• WORK TO COMPLETE
Write the data out again, character for character, with no images.
^^^^^^^^^^^^^^^^
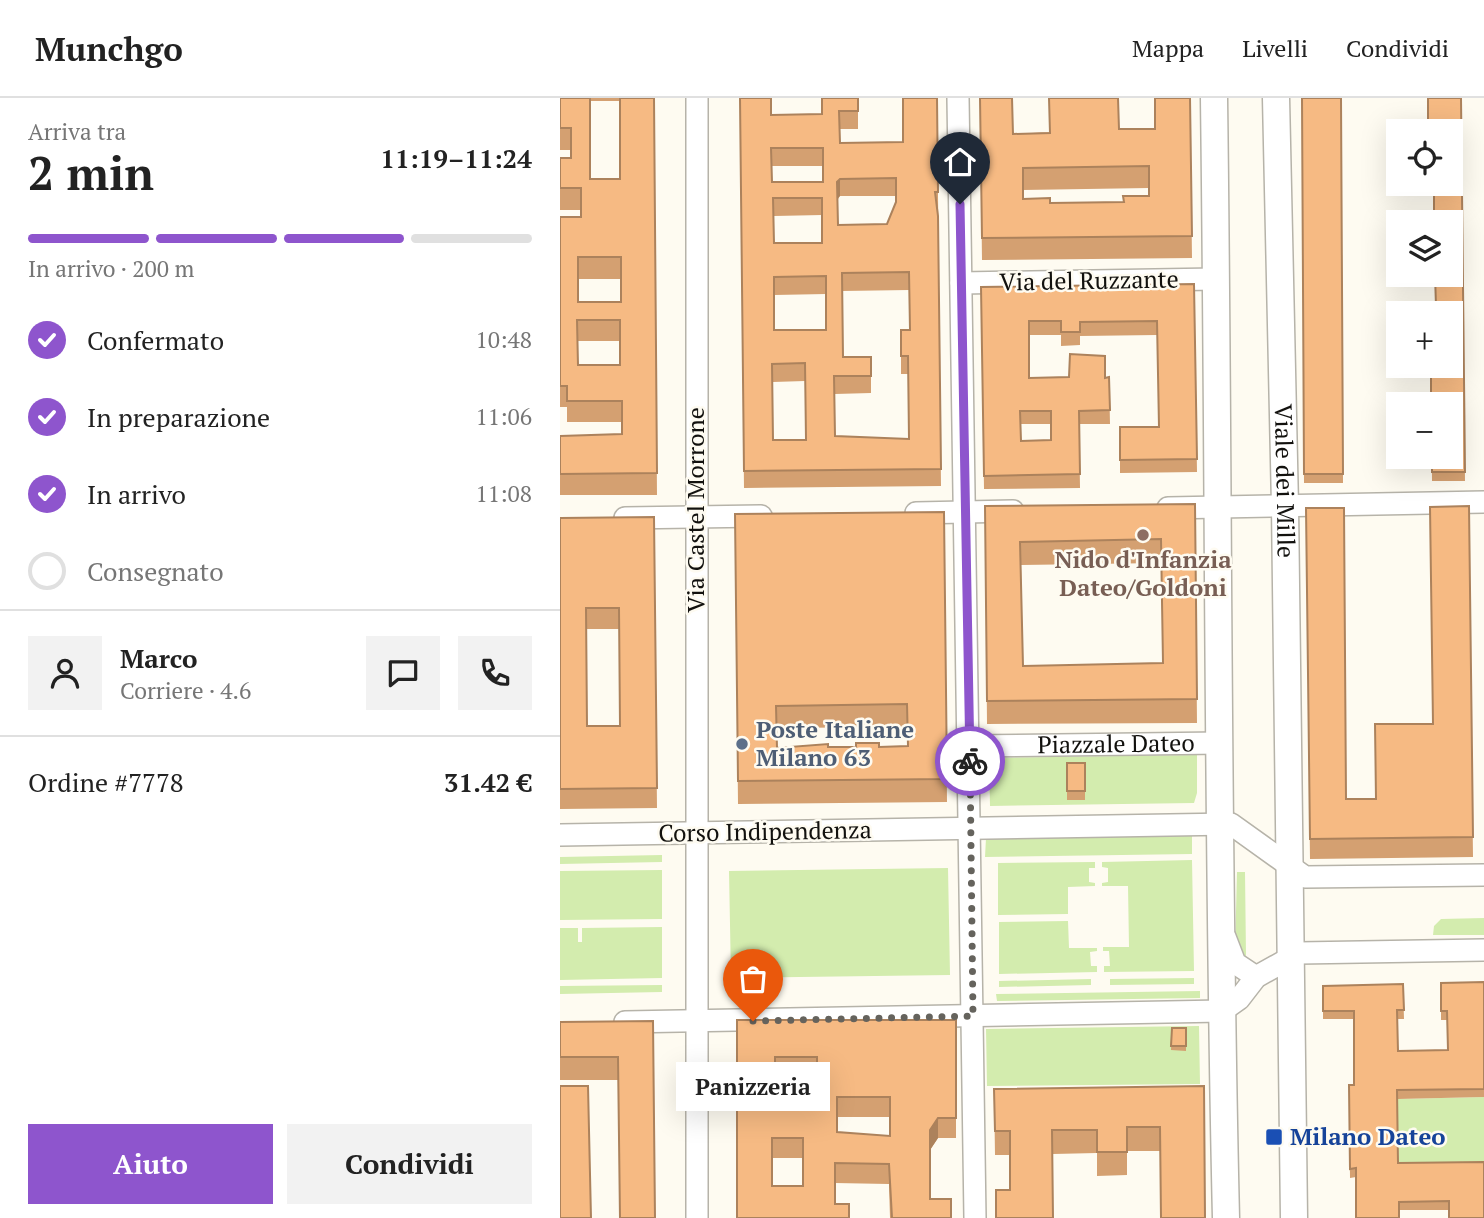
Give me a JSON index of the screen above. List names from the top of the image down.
{
  "streets": {
    "main road": ["Viale dei Mille", "Piazzale Dateo"],
    "street": ["Via del Ruzzante", "Via Castel Morrone", "Corso Indipendenza"]
  },
  "crossings": [
    ["Via Castel Morrone", "Corso Indipendenza"]
  ],
  "places": {
    "other": ["Nido d'Infanzia Dateo/Goldoni", "Poste Italiane Milano 63", "Panizzeria"],
    "transit": ["Milano Dateo"]
  },
  "page": {
    "header": "Munchgo",
    "nav": ["Mappa", "Livelli", "Condividi"],
    "heading": ["2 min", "Arriva tra", "11:19–11:24"],
    "panel": [
      "Marco",
      "Corriere · 4.6",
      "Ordine #7778",
      "31.42 €"
    ],
    "map_buttons": ["+", "−"],
    "bar": "In arrivo · 200 m",
    "list": [
      ["Confermato", "10:48"],
      ["In preparazione", "11:06"],
      ["In arrivo", "11:08"],
      "Consegnato"
    ],
    "bubble": "Panizzeria",
    "buttons": ["Aiuto", "Condividi"]
  }
}
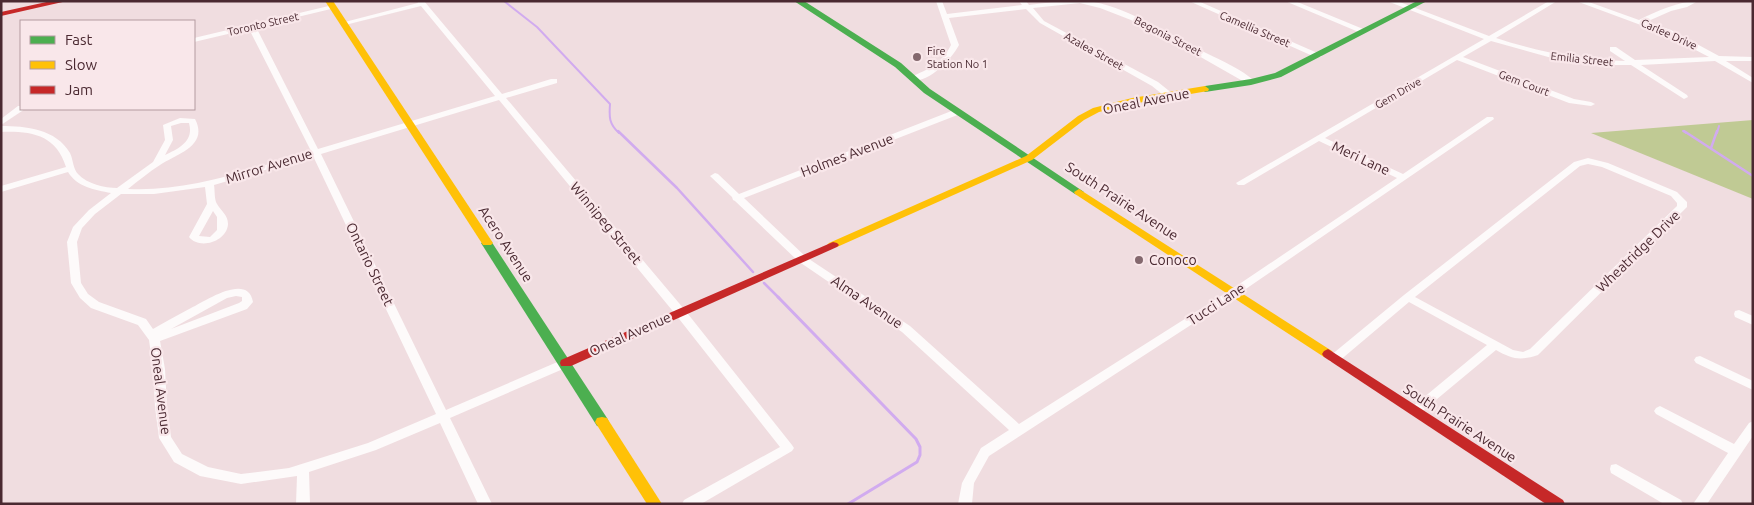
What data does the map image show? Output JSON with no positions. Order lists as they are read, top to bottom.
{
  "streets": {
    "street": [
      "Toronto Street",
      "Camellia Street",
      "Carlee Drive",
      "Begonia Street",
      "Azalea Street",
      "Emilia Street",
      "Gem Court",
      "Gem Drive",
      "Oneal Avenue",
      "Holmes Avenue",
      "Meri Lane",
      "Mirror Avenue",
      "South Prairie Avenue",
      "Winnipeg Street",
      "Acero Avenue",
      "Wheatridge Drive",
      "Ontario Street",
      "Alma Avenue",
      "Tucci Lane"
    ]
  },
  "crossings": [
    ["Toronto Street", "Acero Avenue"],
    ["Toronto Street", "Ontario Street"],
    ["Camellia Street", "Oneal Avenue"],
    ["Carlee Drive", "Emilia Street"],
    ["Begonia Street", "Azalea Street"],
    ["Begonia Street", "Oneal Avenue"],
    ["Azalea Street", "Oneal Avenue"],
    ["Emilia Street", "Gem Drive"],
    ["Emilia Street", "Oneal Avenue"],
    ["Gem Court", "Gem Drive"],
    ["Gem Drive", "Meri Lane"],
    ["Oneal Avenue", "Mirror Avenue"],
    ["Oneal Avenue", "South Prairie Avenue"],
    ["Oneal Avenue", "Winnipeg Street"],
    ["Oneal Avenue", "Acero Avenue"],
    ["Oneal Avenue", "Ontario Street"],
    ["Oneal Avenue", "Alma Avenue"],
    ["Holmes Avenue", "South Prairie Avenue"],
    ["Holmes Avenue", "Alma Avenue"],
    ["Meri Lane", "Tucci Lane"],
    ["Mirror Avenue", "Winnipeg Street"],
    ["Mirror Avenue", "Acero Avenue"],
    ["Mirror Avenue", "Ontario Street"],
    ["South Prairie Avenue", "Wheatridge Drive"],
    ["South Prairie Avenue", "Tucci Lane"],
    ["Alma Avenue", "Tucci Lane"]
  ],
  "places": ["Fire Station No 1", "Conoco"],
  "legend": ["Fast", "Slow", "Jam"]
}
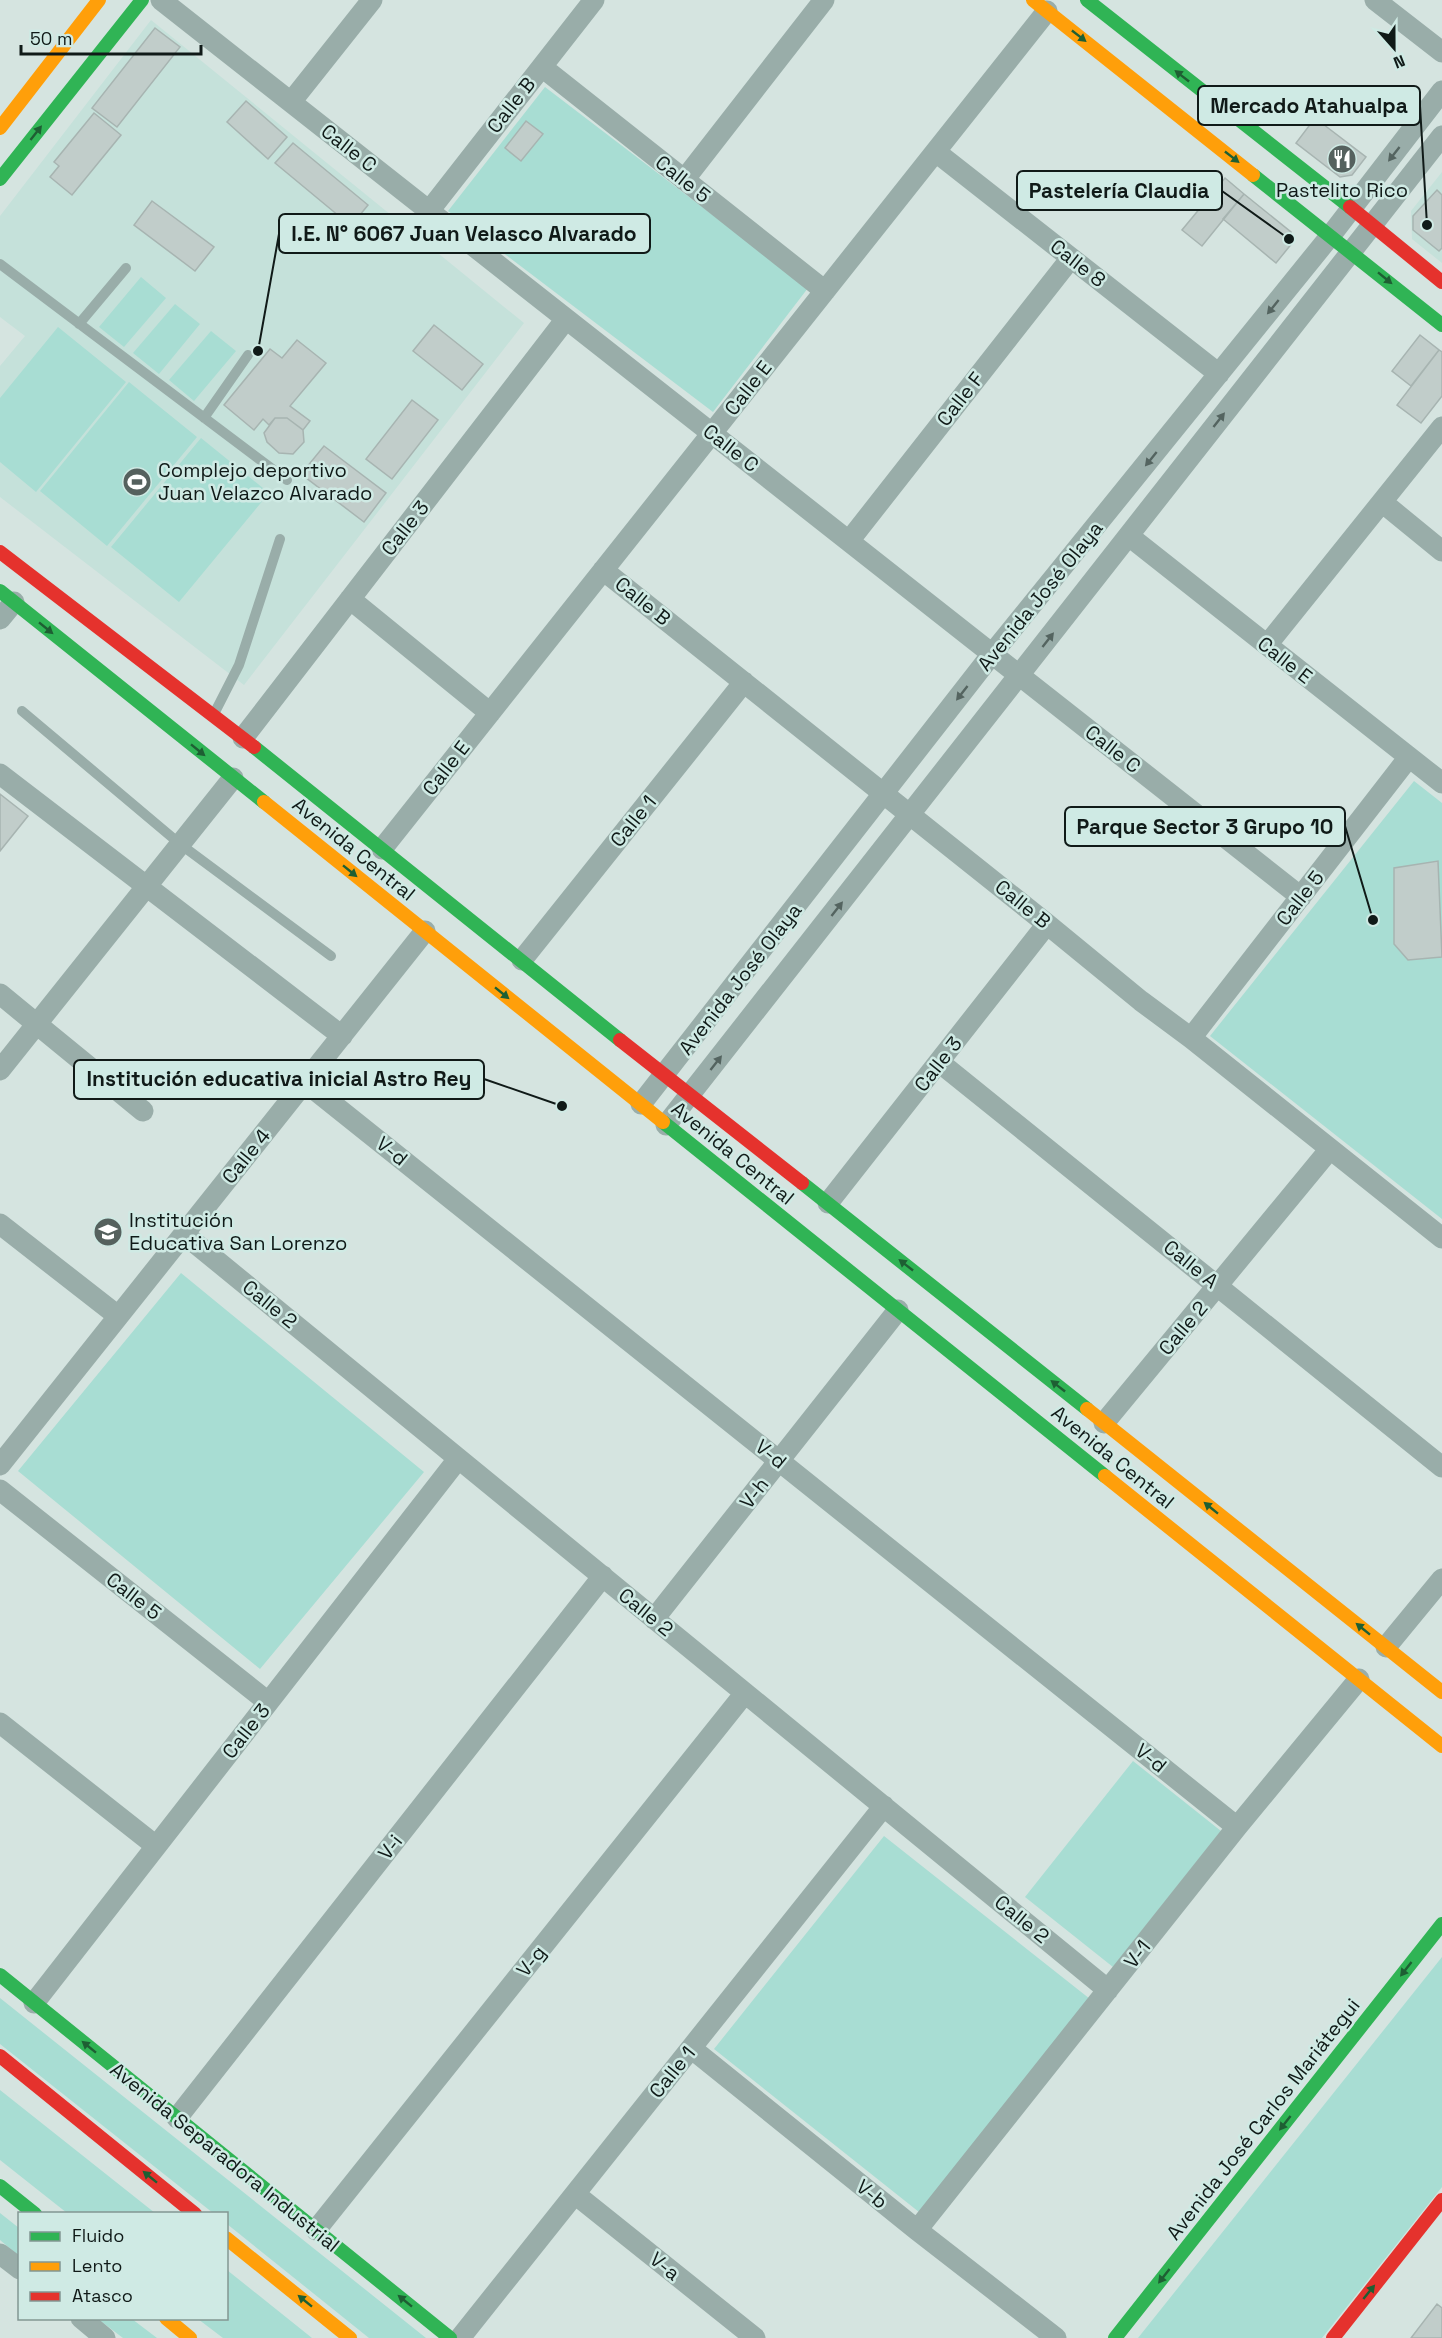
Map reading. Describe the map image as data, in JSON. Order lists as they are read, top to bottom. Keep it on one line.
{"streets":{"street":["Calle B","Calle C","Calle 5","Calle 8","Calle E","Calle F","Calle 3","Avenida José Olaya","Calle 1","Avenida Central","V-d","Calle 4","Calle A","Calle 2","V-h","V-i","V-1","V-g","Avenida José Carlos Mariátegui","Avenida Separadora Industrial","V-b","V-a"]},"crossings":[["Calle B","Calle C"],["Calle B","Calle 5"],["Calle B","Calle E"],["Calle B","Calle 3"],["Calle B","Avenida José Olaya"],["Calle B","Calle 1"],["Calle B","Calle 2"],["Calle C","Calle 5"],["Calle C","Calle E"],["Calle C","Calle F"],["Calle C","Calle 3"],["Calle C","Avenida José Olaya"],["Calle 5","Calle E"],["Calle 5","Calle 3"],["Calle 8","Calle E"],["Calle 8","Calle F"],["Calle 8","Avenida José Olaya"],["Calle E","Avenida José Olaya"],["Calle E","Avenida Central"],["Calle 3","Avenida Central"],["Calle 3","Calle A"],["Calle 3","Calle 2"],["Calle 3","Avenida Separadora Industrial"],["Avenida José Olaya","Avenida Central"],["Calle 1","Avenida Central"],["Calle 1","Calle 2"],["Calle 1","V-b"],["Calle 1","V-a"],["Avenida Central","Calle 4"],["Avenida Central","Calle 2"],["Avenida Central","V-h"],["Avenida Central","V-1"],["V-d","Calle 4"],["V-d","V-h"],["V-d","V-1"],["Calle 4","Calle 2"],["Calle A","Calle 2"],["Calle 2","V-h"],["Calle 2","V-i"],["Calle 2","V-1"],["Calle 2","V-g"],["V-i","Avenida Separadora Industrial"],["V-1","V-b"],["V-g","Avenida Separadora Industrial"]],"one_way":["Avenida José Carlos Mariátegui"],"places":{"restaurant":["Pastelito Rico"],"other":["Mercado Atahualpa","Pastelería Claudia","I.E. N° 6067 Juan Velasco Alvarado","Parque Sector 3 Grupo 10","Institución educativa inicial Astro Rey"],"sports":["Complejo deportivo Juan Velazco Alvarado"],"school or university":["Institución Educativa San Lorenzo"]},"legend":["Fluido","Lento","Atasco"],"scale_bar":"50 m","north":"bottom"}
^^^^^^^^^^^^^^^^
• YOUR SOLUTION
Give me a JSON index of the screen above. List names from the top of the image down.
{
  "streets": {
    "main road": ["Viale dei Mille", "Piazzale Dateo"],
    "street": ["Via del Ruzzante", "Via Castel Morrone", "Corso Indipendenza"]
  },
  "crossings": [
    ["Via Castel Morrone", "Corso Indipendenza"]
  ],
  "places": {
    "other": ["Nido d'Infanzia Dateo/Goldoni", "Poste Italiane Milano 63", "Panizzeria"],
    "transit": ["Milano Dateo"]
  },
  "page": {
    "header": "Munchgo",
    "nav": ["Mappa", "Livelli", "Condividi"],
    "heading": ["2 min", "Arriva tra", "11:19–11:24"],
    "panel": [
      "Marco",
      "Corriere · 4.6",
      "Ordine #7778",
      "31.42 €"
    ],
    "map_buttons": ["+", "−"],
    "bar": "In arrivo · 200 m",
    "list": [
      ["Confermato", "10:48"],
      ["In preparazione", "11:06"],
      ["In arrivo", "11:08"],
      "Consegnato"
    ],
    "bubble": "Panizzeria",
    "buttons": ["Aiuto", "Condividi"]
  }
}
What data does the map image show? Output JSON with no positions. Order lists as they are read, top to bottom.
{
  "streets": {
    "street": [
      "Toronto Street",
      "Camellia Street",
      "Carlee Drive",
      "Begonia Street",
      "Azalea Street",
      "Emilia Street",
      "Gem Court",
      "Gem Drive",
      "Oneal Avenue",
      "Holmes Avenue",
      "Meri Lane",
      "Mirror Avenue",
      "South Prairie Avenue",
      "Winnipeg Street",
      "Acero Avenue",
      "Wheatridge Drive",
      "Ontario Street",
      "Alma Avenue",
      "Tucci Lane"
    ]
  },
  "crossings": [
    ["Toronto Street", "Acero Avenue"],
    ["Toronto Street", "Ontario Street"],
    ["Camellia Street", "Oneal Avenue"],
    ["Carlee Drive", "Emilia Street"],
    ["Begonia Street", "Azalea Street"],
    ["Begonia Street", "Oneal Avenue"],
    ["Azalea Street", "Oneal Avenue"],
    ["Emilia Street", "Gem Drive"],
    ["Emilia Street", "Oneal Avenue"],
    ["Gem Court", "Gem Drive"],
    ["Gem Drive", "Meri Lane"],
    ["Oneal Avenue", "Mirror Avenue"],
    ["Oneal Avenue", "South Prairie Avenue"],
    ["Oneal Avenue", "Winnipeg Street"],
    ["Oneal Avenue", "Acero Avenue"],
    ["Oneal Avenue", "Ontario Street"],
    ["Oneal Avenue", "Alma Avenue"],
    ["Holmes Avenue", "South Prairie Avenue"],
    ["Holmes Avenue", "Alma Avenue"],
    ["Meri Lane", "Tucci Lane"],
    ["Mirror Avenue", "Winnipeg Street"],
    ["Mirror Avenue", "Acero Avenue"],
    ["Mirror Avenue", "Ontario Street"],
    ["South Prairie Avenue", "Wheatridge Drive"],
    ["South Prairie Avenue", "Tucci Lane"],
    ["Alma Avenue", "Tucci Lane"]
  ],
  "places": ["Fire Station No 1", "Conoco"],
  "legend": ["Fast", "Slow", "Jam"]
}
Map reading. Describe the map image as data, in JSON. Order lists as they are read, top to bottom. Keep it on one line.
{"streets":{"street":["Calle B","Calle C","Calle 5","Calle 8","Calle E","Calle F","Calle 3","Avenida José Olaya","Calle 1","Avenida Central","V-d","Calle 4","Calle A","Calle 2","V-h","V-i","V-1","V-g","Avenida José Carlos Mariátegui","Avenida Separadora Industrial","V-b","V-a"]},"crossings":[["Calle B","Calle C"],["Calle B","Calle 5"],["Calle B","Calle E"],["Calle B","Calle 3"],["Calle B","Avenida José Olaya"],["Calle B","Calle 1"],["Calle B","Calle 2"],["Calle C","Calle 5"],["Calle C","Calle E"],["Calle C","Calle F"],["Calle C","Calle 3"],["Calle C","Avenida José Olaya"],["Calle 5","Calle E"],["Calle 5","Calle 3"],["Calle 8","Calle E"],["Calle 8","Calle F"],["Calle 8","Avenida José Olaya"],["Calle E","Avenida José Olaya"],["Calle E","Avenida Central"],["Calle 3","Avenida Central"],["Calle 3","Calle A"],["Calle 3","Calle 2"],["Calle 3","Avenida Separadora Industrial"],["Avenida José Olaya","Avenida Central"],["Calle 1","Avenida Central"],["Calle 1","Calle 2"],["Calle 1","V-b"],["Calle 1","V-a"],["Avenida Central","Calle 4"],["Avenida Central","Calle 2"],["Avenida Central","V-h"],["Avenida Central","V-1"],["V-d","Calle 4"],["V-d","V-h"],["V-d","V-1"],["Calle 4","Calle 2"],["Calle A","Calle 2"],["Calle 2","V-h"],["Calle 2","V-i"],["Calle 2","V-1"],["Calle 2","V-g"],["V-i","Avenida Separadora Industrial"],["V-1","V-b"],["V-g","Avenida Separadora Industrial"]],"one_way":["Avenida José Carlos Mariátegui"],"places":{"restaurant":["Pastelito Rico"],"other":["Mercado Atahualpa","Pastelería Claudia","I.E. N° 6067 Juan Velasco Alvarado","Parque Sector 3 Grupo 10","Institución educativa inicial Astro Rey"],"sports":["Complejo deportivo Juan Velazco Alvarado"],"school or university":["Institución Educativa San Lorenzo"]},"legend":["Fluido","Lento","Atasco"],"scale_bar":"50 m","north":"bottom"}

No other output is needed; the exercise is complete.